Steepest descent with slow variation

Question

Suppose that one has an integral of the form $$ \int_{\mathbb{R}} g(x) e^{\lambda f(x;\lambda)} $$ where $f(x;\lambda) = f_0(x) + f_1(x;\log(\lambda))/\lambda $ and $f_1$ depends slowly on $\lambda$ in the sense that it can grow at most polynomially in its argument. Is it true that, as $\lambda\to \infty$, $$ \int_{\mathbb{R}} g(x) e^{\lambda f(x;\lambda)}dx \sim \sqrt{\frac{2\pi}{\lambda |f_0''(x_0)|}}g(x_0)e^{\lambda f_0(x_0)}, $$ where $x_0$ is a unique stationary point of $f_0(x)$, i.e. the asymptotics agree with those replacing $f(x;\lambda)$ with $f_0(x)$?

Answer 1

You may appeal to the following theorem by Olver (Asymptotics and Special Functions, Chapter 9, Section 2, Theorem 2.1). You have to shift the stationary point $x_0$ to the origin, split the integral at $x=0$ into two separate integrals, and finally cut off the integrals at finite points and show (in the usual way) that the contributions from the tails are negligible.

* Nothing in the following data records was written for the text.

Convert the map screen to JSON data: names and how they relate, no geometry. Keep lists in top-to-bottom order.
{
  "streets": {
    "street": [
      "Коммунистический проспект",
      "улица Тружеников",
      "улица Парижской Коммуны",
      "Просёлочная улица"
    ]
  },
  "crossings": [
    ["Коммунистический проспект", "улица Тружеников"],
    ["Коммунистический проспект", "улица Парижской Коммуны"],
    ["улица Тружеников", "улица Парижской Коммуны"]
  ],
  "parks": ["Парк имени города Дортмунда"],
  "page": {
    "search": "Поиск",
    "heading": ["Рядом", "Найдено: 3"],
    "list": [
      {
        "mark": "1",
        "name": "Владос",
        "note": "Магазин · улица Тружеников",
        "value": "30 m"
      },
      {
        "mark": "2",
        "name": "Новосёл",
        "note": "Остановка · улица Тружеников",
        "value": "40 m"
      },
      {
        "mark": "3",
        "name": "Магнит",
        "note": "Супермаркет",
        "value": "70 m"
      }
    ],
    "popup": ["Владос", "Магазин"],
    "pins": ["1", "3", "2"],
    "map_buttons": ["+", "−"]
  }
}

Theorem. Let $k$ and $\Lambda$ be fixed positive numbers, and $$ I(\lambda ) = \int_0^k {g(x,\lambda) e^{\lambda f_0 (x) + f_1 (x,\lambda )} dx} . $$ Assume that

(i) $f'_0 (x)$ is continuous and negative in $(0,k]$, and as $x\to 0+$ $$ f_0 (x) = f_0(0) + F_0 x^\alpha + \mathcal{O}(x^{\alpha _1 } ),\quad f'_0 (x) = \alpha F_0x^{\alpha - 1} + \mathcal{O}(x^{\alpha _1 - 1} ), $$ where $F_0<0$ and $\alpha _1 > \alpha > 0$.

(ii) For each $\lambda \in [\Lambda,\infty)$, the real or complex functions $f_1(x,\lambda)$ and $g(x,\lambda)$ are continuous in $0 < x \leq k$. Moreover $$ \left| {f_1 (x,\lambda )} \right| \le F_1 x^\beta \lambda ^\varepsilon ,\quad \left| {g(x,\lambda ) - G_0 x^{\gamma - 1} } \right| \le G_1 x^{\gamma _1 - 1} \lambda ^\delta , $$ where $F_1,\beta,\varepsilon,G_0,\gamma,G_1,\gamma_1$ and $\delta$ are independent of $x$ and $\lambda$, and $$ \beta \geq 0,\quad \gamma>0, \quad \gamma_1>0,\quad \varepsilon <\min(1,\beta/\alpha),\quad \delta < (\gamma_1-\gamma)/\alpha. $$

Then $$ I(\lambda ) = \frac{{G_0 }}{\alpha }\Gamma\! \left( {\frac{\gamma }{\alpha }} \right)\frac{{e^{\lambda f_0 (0)} }}{{(|F_0| \lambda )^{\gamma /\alpha } }}\left( {1 + \mathcal{O}\!\left( {\frac{1}{{\lambda ^{\varpi /\alpha } }}} \right)} \right) $$ as $\lambda \to +\infty$, where $$ \varpi = \min(\alpha_1-\alpha,\beta-\alpha \varepsilon,\gamma_1-\gamma-\alpha\delta).$$